Truss believes her £45bn package of tax cuts would have increased growth. Most independent forecasts disagreed, for the simple reason they were neither big enough or well-targeted enough to deliver anything like the 2.5% rate she was aiming for. Never fear! Truss just claims these organisations were biased against her, and instead points to analysis from the Centre for Economics and Business Research, because they’re one of the few that agreed with her.
Truss reminds me of that meme of Principal Skinner. Was it Trussonomics that was inappropriate to the challenges of last autumn? No, it is that everyone else who was wrong!
Such arrogance leads her into a wilful rewriting of history. She claims public spending would be £35bn lower if her plans had been followed. That is despite her unwillingness to reopen the last spending review, her unwillingness to countenance scrapping the triple lock, and her decision to fund Boris Johnson’s social care plan without a rise in National Insurance.
Truss appears unable to distinguish between borrowing for programmes of emergency spending – like Rishi Sunak’s furlough scheme and her own energy price guarantee – and borrowing for tax cuts. Such is her commitment to the Laffer Curve that she genuinely can’t seem to comprehend why the markets might have a problem with ratcheting up borrowing at a time of rising interest rates.
She can claim that nobody warned her about the LDIs. That scandal was yet another reason why Andrew Bailey should have been sacked a long time ago. But her Chancellor also had a PHD in Economic History.
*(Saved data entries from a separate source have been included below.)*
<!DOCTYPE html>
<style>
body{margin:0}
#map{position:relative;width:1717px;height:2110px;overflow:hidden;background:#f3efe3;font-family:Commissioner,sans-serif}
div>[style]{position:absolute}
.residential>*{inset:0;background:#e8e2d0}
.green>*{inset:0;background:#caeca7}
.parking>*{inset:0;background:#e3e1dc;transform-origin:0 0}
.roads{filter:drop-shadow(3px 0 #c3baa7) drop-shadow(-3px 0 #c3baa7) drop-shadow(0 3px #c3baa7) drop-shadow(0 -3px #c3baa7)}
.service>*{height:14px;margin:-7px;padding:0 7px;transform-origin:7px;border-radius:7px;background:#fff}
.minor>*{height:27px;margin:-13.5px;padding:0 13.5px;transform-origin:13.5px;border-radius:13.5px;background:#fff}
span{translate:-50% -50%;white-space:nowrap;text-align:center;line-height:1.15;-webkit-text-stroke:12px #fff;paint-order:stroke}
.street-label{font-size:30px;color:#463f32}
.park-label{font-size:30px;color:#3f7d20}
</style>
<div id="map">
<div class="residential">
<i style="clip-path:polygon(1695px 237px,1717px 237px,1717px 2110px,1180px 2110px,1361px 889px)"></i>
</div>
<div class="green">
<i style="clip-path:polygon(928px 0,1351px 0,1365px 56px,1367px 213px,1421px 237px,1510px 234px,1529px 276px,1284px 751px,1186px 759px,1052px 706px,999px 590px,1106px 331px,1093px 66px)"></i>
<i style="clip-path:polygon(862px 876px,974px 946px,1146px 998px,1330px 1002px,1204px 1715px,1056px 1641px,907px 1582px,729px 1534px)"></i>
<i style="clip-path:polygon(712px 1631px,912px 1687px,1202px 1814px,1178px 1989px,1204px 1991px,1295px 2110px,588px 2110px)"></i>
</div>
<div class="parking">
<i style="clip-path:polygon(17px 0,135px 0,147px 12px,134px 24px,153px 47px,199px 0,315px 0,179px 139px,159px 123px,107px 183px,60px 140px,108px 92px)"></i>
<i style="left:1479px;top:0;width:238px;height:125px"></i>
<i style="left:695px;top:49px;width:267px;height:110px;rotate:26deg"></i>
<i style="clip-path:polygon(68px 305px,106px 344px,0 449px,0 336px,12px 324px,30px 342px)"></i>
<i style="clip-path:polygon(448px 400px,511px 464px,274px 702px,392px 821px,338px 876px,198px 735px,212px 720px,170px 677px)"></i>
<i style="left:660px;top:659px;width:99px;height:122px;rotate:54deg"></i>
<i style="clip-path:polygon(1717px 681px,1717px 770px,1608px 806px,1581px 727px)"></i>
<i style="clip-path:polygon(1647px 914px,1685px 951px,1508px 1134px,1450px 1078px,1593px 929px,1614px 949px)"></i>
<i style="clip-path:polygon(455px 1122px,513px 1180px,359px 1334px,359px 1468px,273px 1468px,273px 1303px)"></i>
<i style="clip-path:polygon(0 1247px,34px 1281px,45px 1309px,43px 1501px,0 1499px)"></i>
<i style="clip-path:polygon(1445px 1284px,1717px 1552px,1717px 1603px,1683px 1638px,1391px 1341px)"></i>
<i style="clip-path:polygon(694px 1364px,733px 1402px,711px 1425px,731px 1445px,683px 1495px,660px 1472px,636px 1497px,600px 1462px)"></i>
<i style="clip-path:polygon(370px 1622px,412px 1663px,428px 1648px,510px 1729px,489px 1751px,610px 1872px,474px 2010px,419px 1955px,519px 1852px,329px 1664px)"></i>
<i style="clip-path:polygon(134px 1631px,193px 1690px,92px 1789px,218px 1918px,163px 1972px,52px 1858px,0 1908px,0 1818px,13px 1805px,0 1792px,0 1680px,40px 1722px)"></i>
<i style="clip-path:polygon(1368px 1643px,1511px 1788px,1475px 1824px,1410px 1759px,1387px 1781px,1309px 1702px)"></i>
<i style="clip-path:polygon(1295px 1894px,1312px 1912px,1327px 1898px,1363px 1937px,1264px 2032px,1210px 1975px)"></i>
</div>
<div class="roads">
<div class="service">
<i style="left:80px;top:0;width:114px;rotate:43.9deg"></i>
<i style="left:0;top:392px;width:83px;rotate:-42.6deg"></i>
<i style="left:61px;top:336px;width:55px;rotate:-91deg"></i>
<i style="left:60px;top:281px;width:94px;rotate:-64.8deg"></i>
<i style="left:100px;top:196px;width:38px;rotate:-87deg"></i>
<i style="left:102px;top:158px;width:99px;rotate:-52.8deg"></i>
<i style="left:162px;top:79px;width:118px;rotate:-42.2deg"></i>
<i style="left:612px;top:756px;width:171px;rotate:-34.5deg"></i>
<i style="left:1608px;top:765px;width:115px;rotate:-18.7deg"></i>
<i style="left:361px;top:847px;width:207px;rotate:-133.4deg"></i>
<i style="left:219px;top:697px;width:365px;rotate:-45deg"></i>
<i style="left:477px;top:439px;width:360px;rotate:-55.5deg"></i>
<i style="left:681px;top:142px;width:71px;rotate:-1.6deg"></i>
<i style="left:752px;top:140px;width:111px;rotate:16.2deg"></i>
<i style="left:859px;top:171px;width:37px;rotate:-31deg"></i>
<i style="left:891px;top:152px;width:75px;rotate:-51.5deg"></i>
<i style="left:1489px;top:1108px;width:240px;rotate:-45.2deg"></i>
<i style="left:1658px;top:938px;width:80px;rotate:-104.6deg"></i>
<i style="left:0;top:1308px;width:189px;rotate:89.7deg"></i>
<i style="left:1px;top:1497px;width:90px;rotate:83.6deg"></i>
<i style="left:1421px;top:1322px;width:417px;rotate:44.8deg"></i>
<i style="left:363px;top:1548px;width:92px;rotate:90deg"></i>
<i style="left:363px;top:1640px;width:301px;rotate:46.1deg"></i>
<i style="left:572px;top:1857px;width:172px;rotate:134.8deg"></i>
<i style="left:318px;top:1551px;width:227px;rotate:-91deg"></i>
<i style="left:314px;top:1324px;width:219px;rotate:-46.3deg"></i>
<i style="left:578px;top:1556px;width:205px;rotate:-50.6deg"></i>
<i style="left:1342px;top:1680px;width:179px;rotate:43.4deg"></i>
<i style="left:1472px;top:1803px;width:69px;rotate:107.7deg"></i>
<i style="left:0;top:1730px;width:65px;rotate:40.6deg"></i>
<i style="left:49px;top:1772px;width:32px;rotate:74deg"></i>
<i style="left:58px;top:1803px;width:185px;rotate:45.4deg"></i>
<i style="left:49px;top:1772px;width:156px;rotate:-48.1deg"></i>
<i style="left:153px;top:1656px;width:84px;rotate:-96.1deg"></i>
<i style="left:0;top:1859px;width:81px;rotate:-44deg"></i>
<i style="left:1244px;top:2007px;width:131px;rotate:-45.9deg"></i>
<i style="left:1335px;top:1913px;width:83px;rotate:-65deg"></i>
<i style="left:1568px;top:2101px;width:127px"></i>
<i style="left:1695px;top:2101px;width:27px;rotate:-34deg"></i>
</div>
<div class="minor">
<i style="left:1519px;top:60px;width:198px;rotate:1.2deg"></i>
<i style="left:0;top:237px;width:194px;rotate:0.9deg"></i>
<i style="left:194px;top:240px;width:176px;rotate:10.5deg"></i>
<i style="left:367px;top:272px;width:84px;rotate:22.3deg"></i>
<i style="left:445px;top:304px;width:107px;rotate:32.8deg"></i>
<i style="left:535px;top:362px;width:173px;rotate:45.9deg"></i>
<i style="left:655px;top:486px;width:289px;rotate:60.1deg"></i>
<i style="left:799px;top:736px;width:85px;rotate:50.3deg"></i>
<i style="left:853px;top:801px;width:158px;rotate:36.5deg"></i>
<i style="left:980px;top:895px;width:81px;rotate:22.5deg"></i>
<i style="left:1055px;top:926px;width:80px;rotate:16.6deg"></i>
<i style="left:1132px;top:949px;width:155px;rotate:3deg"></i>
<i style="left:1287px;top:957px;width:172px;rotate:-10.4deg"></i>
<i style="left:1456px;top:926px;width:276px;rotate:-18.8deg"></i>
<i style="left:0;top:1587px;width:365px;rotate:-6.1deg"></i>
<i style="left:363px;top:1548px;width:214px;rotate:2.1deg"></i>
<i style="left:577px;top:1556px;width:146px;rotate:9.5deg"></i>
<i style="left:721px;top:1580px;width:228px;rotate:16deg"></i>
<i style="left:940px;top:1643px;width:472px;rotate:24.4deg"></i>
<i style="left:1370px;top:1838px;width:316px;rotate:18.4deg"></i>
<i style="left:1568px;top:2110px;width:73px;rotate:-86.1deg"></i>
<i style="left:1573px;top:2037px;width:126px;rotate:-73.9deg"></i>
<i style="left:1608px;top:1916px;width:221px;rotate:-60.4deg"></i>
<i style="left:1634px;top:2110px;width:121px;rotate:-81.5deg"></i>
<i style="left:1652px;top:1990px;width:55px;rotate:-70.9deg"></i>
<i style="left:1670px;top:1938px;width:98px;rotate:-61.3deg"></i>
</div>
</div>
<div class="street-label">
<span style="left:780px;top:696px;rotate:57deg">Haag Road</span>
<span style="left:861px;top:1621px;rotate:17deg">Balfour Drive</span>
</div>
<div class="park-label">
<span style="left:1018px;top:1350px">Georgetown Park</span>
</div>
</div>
The two of them could surely have seen that a period of rapidly rising interest rates and international political turmoil is not the best moment for maxing out the Government’s credit card.
Instead, they blotted out any contrary voices or common sense and ploughed on regardless. The only economics I’ve done is a term-long ‘Britain in the Seventies’ course at university. Yet I still somehow foresaw the consequences of Trussonomics. She should also have been able to predict that Tory MPs might be sceptical about her agenda, given that less than a third of them backed her in the final ballot.
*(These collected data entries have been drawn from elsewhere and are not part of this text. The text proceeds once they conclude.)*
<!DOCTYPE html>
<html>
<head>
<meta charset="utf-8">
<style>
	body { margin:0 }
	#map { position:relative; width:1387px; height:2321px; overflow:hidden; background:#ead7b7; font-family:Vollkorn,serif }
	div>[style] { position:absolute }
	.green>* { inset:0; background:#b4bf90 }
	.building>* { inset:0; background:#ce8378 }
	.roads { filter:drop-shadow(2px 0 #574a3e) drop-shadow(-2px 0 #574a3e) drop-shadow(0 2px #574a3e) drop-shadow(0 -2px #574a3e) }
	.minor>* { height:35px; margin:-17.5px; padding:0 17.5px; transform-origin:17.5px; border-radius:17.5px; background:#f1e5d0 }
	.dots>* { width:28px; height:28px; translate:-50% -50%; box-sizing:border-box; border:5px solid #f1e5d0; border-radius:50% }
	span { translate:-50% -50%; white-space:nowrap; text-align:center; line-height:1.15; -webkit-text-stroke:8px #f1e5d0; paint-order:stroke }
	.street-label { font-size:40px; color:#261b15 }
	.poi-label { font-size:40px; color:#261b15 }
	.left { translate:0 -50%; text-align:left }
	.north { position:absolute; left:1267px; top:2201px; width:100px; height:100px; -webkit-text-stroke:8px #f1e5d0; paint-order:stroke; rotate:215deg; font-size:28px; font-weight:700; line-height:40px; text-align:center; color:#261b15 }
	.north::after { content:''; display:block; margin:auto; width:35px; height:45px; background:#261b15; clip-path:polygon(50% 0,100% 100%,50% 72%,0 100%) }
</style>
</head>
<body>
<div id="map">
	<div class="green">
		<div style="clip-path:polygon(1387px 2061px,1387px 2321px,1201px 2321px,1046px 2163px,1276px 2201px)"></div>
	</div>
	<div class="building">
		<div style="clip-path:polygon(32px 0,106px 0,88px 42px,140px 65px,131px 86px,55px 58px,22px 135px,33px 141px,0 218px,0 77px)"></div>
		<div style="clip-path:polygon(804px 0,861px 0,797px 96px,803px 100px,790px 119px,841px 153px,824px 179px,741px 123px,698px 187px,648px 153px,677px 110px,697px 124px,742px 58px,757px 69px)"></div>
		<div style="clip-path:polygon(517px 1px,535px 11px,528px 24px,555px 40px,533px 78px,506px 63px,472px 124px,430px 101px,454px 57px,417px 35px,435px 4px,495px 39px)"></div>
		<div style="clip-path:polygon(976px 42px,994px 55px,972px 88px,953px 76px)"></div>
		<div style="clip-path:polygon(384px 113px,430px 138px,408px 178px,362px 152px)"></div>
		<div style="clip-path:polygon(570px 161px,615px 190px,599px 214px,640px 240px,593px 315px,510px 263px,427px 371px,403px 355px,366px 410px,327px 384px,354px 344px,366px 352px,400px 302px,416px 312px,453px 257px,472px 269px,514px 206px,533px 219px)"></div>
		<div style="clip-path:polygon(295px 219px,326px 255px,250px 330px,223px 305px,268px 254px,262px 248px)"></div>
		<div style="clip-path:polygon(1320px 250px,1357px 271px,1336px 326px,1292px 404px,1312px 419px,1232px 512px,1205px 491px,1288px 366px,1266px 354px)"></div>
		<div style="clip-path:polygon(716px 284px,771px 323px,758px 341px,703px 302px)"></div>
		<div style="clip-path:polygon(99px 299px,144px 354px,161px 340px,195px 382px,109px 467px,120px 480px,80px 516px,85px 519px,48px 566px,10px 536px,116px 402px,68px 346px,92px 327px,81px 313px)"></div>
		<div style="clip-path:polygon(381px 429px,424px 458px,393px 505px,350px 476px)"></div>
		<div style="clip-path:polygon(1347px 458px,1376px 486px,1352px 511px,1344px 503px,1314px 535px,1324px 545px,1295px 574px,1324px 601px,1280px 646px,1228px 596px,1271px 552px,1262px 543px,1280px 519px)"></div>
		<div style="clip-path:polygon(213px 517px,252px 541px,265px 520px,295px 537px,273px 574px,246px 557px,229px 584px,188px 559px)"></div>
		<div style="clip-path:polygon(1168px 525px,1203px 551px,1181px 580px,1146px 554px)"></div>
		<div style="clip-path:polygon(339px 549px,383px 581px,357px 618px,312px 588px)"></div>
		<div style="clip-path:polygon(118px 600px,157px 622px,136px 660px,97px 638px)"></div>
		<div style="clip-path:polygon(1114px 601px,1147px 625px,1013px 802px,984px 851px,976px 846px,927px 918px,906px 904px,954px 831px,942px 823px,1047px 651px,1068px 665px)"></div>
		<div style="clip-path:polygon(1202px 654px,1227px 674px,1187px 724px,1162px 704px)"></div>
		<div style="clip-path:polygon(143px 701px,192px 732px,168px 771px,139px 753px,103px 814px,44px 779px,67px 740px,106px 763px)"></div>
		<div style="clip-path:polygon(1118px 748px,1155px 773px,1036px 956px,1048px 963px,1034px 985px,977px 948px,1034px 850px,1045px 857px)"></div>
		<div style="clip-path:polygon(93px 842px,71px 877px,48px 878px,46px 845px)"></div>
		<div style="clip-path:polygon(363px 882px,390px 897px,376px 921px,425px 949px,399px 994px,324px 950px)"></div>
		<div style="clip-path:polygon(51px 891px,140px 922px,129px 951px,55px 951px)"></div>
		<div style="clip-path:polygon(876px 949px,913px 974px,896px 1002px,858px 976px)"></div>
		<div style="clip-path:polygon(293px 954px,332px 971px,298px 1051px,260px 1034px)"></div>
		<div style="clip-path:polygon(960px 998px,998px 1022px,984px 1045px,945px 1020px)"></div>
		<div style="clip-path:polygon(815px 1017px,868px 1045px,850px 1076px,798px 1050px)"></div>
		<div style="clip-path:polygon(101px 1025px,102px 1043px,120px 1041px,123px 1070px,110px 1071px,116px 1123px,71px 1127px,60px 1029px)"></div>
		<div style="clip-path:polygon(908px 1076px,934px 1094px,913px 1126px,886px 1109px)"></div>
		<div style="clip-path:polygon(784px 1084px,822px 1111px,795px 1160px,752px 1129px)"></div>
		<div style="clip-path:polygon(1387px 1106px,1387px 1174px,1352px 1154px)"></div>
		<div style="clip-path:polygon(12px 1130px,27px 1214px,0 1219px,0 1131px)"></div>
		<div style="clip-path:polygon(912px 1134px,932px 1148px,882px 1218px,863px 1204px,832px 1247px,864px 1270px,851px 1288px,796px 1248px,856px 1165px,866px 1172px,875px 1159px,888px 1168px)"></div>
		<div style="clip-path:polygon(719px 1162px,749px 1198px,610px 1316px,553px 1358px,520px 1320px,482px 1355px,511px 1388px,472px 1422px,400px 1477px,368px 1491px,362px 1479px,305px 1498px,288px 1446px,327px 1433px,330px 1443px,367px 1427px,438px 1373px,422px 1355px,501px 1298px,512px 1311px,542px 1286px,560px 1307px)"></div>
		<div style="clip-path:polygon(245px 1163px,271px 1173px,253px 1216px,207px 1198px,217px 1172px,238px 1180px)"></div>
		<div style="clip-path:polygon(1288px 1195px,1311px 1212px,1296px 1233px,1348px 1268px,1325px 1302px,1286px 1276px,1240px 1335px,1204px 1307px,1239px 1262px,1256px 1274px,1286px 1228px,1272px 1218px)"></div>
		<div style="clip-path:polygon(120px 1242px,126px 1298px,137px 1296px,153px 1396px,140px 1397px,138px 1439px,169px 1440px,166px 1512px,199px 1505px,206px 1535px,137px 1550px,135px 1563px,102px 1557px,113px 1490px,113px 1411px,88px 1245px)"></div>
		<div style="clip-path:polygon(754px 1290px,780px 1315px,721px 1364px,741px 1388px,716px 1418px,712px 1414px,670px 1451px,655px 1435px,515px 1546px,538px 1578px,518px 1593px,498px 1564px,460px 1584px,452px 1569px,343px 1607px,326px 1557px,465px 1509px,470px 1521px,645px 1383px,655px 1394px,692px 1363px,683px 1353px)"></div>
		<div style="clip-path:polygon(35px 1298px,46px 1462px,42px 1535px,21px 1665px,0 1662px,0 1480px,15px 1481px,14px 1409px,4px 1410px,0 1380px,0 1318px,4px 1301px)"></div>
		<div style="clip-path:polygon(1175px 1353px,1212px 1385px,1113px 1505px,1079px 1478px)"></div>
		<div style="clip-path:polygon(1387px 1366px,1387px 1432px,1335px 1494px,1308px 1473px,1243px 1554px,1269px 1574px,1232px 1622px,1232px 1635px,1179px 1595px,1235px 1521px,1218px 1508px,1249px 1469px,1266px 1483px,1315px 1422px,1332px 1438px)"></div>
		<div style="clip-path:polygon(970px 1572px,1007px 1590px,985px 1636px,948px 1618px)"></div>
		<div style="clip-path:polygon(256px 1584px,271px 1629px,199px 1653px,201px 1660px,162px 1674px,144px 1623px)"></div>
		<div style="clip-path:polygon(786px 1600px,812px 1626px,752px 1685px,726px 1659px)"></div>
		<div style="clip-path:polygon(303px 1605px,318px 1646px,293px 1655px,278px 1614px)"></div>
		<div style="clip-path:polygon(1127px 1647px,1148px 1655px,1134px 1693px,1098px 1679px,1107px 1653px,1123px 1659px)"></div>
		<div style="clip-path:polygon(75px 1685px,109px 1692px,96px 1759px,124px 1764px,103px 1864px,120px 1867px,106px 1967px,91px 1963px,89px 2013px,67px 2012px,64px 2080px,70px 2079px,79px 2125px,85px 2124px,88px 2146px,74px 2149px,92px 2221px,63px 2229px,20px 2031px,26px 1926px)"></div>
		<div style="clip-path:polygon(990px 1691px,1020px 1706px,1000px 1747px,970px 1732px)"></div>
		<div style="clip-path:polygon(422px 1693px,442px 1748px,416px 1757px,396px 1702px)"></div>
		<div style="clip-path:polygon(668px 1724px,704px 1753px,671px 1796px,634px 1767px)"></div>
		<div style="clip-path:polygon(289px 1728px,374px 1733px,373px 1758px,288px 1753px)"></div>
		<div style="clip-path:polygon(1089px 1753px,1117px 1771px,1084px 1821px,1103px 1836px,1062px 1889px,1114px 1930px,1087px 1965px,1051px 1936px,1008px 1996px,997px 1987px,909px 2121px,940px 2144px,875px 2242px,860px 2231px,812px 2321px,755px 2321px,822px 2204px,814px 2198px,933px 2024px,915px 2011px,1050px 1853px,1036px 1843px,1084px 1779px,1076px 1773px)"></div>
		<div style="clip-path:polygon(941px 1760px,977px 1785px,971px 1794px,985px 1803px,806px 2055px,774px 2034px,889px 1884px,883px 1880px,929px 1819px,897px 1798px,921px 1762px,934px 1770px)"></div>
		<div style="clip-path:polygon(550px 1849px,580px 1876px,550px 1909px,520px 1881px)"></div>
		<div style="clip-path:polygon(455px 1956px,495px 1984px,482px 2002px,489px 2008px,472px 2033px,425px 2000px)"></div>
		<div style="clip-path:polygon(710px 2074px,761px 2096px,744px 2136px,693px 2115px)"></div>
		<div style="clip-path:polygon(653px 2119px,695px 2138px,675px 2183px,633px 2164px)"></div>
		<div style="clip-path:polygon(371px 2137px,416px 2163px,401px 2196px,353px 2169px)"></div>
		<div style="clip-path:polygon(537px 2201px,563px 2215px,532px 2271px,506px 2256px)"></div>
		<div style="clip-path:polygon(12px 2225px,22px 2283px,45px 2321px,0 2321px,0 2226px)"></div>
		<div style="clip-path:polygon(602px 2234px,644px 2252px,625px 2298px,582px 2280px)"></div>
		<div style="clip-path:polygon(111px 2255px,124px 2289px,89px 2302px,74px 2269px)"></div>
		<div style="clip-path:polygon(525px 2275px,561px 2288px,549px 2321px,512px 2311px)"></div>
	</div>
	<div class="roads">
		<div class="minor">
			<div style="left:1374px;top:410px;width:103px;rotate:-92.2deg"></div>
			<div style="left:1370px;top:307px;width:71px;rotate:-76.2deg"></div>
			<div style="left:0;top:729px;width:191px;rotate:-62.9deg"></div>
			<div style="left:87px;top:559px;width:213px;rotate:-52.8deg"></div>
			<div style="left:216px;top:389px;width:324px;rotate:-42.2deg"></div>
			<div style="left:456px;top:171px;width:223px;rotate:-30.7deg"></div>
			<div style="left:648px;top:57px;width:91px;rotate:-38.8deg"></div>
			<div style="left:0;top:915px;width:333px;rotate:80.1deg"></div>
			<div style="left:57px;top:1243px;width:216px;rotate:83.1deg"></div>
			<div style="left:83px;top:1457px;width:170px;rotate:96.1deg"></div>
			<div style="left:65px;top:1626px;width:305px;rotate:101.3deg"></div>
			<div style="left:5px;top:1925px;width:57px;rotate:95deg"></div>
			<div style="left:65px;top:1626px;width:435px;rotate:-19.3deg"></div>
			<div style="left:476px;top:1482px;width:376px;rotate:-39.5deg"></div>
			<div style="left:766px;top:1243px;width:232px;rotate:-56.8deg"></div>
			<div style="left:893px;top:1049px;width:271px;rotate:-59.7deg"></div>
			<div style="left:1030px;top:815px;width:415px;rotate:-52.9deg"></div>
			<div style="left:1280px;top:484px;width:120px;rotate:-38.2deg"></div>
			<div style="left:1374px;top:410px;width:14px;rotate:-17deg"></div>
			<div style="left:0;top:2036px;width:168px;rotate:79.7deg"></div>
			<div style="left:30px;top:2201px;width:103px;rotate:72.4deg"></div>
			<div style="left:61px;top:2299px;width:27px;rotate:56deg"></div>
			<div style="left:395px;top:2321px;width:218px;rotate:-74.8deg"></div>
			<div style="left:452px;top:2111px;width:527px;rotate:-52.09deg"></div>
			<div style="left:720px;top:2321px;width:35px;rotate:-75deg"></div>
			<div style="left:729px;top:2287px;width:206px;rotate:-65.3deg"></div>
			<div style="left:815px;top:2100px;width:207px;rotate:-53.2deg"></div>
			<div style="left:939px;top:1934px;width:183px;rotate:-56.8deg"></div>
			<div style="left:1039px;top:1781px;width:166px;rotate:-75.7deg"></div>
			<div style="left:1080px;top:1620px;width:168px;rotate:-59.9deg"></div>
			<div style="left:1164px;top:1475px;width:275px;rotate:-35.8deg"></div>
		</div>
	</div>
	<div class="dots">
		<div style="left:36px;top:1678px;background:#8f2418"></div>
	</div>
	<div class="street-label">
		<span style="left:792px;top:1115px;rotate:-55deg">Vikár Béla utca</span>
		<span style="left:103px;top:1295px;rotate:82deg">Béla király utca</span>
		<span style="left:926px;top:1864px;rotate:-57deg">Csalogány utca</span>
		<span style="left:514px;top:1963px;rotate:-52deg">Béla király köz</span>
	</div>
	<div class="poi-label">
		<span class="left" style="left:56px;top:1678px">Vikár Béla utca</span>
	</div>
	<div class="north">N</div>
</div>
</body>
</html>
The most tragic thing about Truss going forwards will not be the vague sense of national embarrassment onlookers will feel every time she is spotted at the Cenotaph or Royal funerals for the next half a century. It’s that there was enough truth in her diagnosis – growth is too low, taxes are too high, and the Conservatives are too comfortable with decline – that she will continue to be a prophetess for some MPs and members.
The point of this speech was not only to defend her record, but to fire the starting pistol on the Ranil Jayawardena leadership campaign. Truss may have failed, but her disciples are organising. Their ambition is to win the argument in opposition, install a leader of Truss’ ilk, and hope to implement their agenda in some future government.
A realistic prospect? Yes, actually. If enough can organise – such as through the new backbench Conservative Growth Group – to ensure they have one of their candidates in the final two, the case of Truss vs Sunak proves that Tory members might prefer sweet nothings about a smaller state than boring realism about the unfortunate turgidity of the public finances.
Truss will remain in public life in some capacity, reinvented as the Deputy Economics Editor at GB News or the Duracell Bunny’s answer to Spengler. In such a role she can retain her hold on a particular part of the Tory imagination. Her ideas may have been found wanting. Her premiership might have been a disaster. But for a leader so often accused of Thatcherite cosplay, Truss might well go down as the Conservatives’ most consequential leader so far this century.